Filozof UMK molestował? Koniec śledztwa! Znamy wyniki
Filozof UMK molestował? Koniec śledztwa! Znamy wyniki
- W przypadku pierwszej z kobiet (doktorantki-red.) prokurator doszedł do wniosku, że brak jest dowodów na seksualne nadużycie zależności wobec niej (art. 199 par. 1 kk). Stwierdził, że zachowania naukowca wyczerpywały znamiona innego czynu - naruszenia nietykalności cielesnej kobiety (art. 217 par. 1 kk). Co do zasady to przestępstwo ścigane jest z prywatnego aktu oskarżenia. Prokuratura może się włączyć do ścigania takiego przestępstwa jeśli uzna, że wymaga tego interes społeczny. Tu uznaliśmy, że brak jest takiego interesu - mówi prokurator Krzysztof Lipiński, szef Prokuratury Rejonowej Toruń Centrum Zachód.
Czytaj także: Seksafera w Bibliotece UMK
Podsumowując: doktorantka może teraz po pierwsze zażalić decyzję o umorzeniu śledztwa do sądu. Jeśli to nie przyniesie spodziewanego przez nią efektu, może przeciwko filozofowi UMK skierować do sądu prywatny akt oskarżenia.
Co natomiast z drugą pokrzywdzoną kobietą?

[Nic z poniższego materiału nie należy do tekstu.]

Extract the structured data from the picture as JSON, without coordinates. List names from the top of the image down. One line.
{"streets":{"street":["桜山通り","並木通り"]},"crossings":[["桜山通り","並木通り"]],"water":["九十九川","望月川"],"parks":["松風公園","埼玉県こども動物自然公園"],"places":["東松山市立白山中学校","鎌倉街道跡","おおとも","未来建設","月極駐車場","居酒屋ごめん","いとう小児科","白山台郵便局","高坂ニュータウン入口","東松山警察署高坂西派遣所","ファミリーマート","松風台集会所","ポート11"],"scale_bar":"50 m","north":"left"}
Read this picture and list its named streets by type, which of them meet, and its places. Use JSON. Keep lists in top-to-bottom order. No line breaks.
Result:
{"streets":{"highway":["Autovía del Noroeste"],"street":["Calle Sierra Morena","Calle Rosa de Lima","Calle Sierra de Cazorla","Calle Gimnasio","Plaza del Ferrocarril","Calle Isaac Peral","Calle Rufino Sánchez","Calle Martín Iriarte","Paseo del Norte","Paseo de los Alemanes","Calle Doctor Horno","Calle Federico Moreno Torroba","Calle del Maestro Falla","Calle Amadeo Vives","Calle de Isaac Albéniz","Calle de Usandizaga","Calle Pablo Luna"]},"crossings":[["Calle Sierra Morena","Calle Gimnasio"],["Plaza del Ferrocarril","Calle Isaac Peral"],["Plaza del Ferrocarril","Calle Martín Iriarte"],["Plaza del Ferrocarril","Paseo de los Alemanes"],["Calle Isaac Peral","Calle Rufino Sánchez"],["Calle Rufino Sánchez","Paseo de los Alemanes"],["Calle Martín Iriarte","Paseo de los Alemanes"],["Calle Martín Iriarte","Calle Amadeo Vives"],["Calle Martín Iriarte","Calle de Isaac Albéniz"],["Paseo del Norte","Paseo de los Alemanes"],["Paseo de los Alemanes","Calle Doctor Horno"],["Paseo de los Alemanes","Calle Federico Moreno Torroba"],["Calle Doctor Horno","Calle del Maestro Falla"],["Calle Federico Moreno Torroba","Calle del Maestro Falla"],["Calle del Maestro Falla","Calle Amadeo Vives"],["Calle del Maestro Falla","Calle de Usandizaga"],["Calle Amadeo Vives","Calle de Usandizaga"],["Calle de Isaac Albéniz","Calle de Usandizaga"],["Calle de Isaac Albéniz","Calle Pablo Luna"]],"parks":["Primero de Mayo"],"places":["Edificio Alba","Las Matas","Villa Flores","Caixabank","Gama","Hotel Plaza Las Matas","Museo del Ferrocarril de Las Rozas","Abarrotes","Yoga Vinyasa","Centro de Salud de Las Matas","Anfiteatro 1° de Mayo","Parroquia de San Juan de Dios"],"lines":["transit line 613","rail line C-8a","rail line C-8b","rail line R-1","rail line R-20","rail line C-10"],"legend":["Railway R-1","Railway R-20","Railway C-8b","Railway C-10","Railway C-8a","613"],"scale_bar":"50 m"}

- Śledztwo w tym zakresie również umorzyliśmy, bo doszło do przedawnienia. Toczyło się również w kierunku seksualnego nadużycia zależności. Opisywane przez pokrzywdzoną czyny miały miejsce w 2010 roku. Przedawnieniu uległy po 5 latach - wyjaśnia prokurator Krzysztof Lipiński.